Nolan attacks his convictions for federal firearms offenses. He and a co-defendant, Savage, were tried together before separate juries. One jury acquitted Savage of aiding and abetting Nolan's receipt of a firearm. The other convicted Nolan on all counts. We affirm.

FACTS

Nolan was convicted of felonies in Florida state courts in 1966 and again in 1976. Under 18 U.S.C. Sec. 922(h), Nolan, as a convicted felon, is prohibited from receiving a firearm that has been shipped in interstate commerce. Federal law also prohibits possession of firearms by convicted felons. 18 U.S.C.App. Sec. 1202(a)(1).

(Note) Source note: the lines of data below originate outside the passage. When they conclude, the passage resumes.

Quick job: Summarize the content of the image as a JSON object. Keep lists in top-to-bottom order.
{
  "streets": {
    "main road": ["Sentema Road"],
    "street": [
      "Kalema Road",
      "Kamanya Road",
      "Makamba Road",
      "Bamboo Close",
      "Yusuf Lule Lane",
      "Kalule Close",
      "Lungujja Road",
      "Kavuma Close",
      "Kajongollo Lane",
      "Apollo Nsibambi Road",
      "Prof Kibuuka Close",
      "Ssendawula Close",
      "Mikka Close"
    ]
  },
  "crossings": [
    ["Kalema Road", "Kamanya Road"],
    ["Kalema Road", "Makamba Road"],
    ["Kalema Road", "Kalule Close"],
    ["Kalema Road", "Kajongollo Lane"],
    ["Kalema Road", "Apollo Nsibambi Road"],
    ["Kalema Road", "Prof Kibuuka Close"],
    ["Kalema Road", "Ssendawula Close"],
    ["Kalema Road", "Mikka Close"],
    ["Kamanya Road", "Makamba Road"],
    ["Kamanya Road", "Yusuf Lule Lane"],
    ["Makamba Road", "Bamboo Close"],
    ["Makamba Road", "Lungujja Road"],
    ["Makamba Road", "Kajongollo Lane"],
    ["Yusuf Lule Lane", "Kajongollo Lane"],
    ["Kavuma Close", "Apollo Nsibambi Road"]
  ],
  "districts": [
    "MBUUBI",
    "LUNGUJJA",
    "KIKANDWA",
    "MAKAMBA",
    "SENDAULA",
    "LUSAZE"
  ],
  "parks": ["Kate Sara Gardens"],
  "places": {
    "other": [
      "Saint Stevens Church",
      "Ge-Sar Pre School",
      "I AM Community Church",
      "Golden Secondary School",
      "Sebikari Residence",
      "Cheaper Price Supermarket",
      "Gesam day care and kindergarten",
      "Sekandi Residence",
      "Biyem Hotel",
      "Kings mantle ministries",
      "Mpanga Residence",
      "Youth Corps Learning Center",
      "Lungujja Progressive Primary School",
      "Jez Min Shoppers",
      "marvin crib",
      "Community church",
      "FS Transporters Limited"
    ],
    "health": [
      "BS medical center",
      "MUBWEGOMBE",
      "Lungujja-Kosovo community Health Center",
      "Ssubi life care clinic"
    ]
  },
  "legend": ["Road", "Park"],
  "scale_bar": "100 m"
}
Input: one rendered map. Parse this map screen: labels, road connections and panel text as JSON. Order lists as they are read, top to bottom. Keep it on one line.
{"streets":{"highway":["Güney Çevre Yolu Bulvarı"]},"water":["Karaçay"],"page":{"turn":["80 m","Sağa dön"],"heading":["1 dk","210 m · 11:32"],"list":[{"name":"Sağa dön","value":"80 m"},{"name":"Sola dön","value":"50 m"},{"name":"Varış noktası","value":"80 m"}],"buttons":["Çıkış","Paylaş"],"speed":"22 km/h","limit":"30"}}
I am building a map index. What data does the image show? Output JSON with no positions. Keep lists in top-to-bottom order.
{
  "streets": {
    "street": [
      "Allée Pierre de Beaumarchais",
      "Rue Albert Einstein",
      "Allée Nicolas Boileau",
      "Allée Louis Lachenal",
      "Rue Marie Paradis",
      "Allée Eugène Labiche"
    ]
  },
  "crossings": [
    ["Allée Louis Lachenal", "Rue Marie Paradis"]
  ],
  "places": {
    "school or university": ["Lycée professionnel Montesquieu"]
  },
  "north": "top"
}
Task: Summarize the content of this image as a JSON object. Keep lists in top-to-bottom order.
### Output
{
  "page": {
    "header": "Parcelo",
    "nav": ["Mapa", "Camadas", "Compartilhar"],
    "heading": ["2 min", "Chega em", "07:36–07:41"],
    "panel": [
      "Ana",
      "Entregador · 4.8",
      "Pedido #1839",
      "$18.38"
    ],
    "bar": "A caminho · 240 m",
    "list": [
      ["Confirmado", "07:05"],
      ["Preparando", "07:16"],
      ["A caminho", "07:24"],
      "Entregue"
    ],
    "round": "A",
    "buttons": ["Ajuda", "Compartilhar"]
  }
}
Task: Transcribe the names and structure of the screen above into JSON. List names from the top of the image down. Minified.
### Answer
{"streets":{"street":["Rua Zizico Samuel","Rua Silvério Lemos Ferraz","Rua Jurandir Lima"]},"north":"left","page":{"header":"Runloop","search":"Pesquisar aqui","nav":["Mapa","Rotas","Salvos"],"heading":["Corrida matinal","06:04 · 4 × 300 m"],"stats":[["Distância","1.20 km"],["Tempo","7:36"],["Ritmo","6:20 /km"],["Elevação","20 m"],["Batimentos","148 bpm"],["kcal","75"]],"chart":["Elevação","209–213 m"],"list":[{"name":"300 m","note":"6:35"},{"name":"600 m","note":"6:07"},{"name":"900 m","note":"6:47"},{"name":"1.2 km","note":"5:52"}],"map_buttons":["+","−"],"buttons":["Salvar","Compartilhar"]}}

In 1980, Nolan and his girlfriend, Iris Geoghagen, moved from Florida to Arizona. She left him in April 1981. She testified at trial that he received several guns in Arizona in October and December of 1980. These were the subject of counts one, two, and three of the indictment, later consolidated into counts one and three.

On July 11, 1981, Nolan shot a man outside a Tucson bar. A Tucson police officer witnessed the shooting from a distance and arrested Nolan. State authorities charged him with murder, and count four of the indictment charged him with receiving the gun used in the shooting. This was the same gun he was charged with receiving in count three.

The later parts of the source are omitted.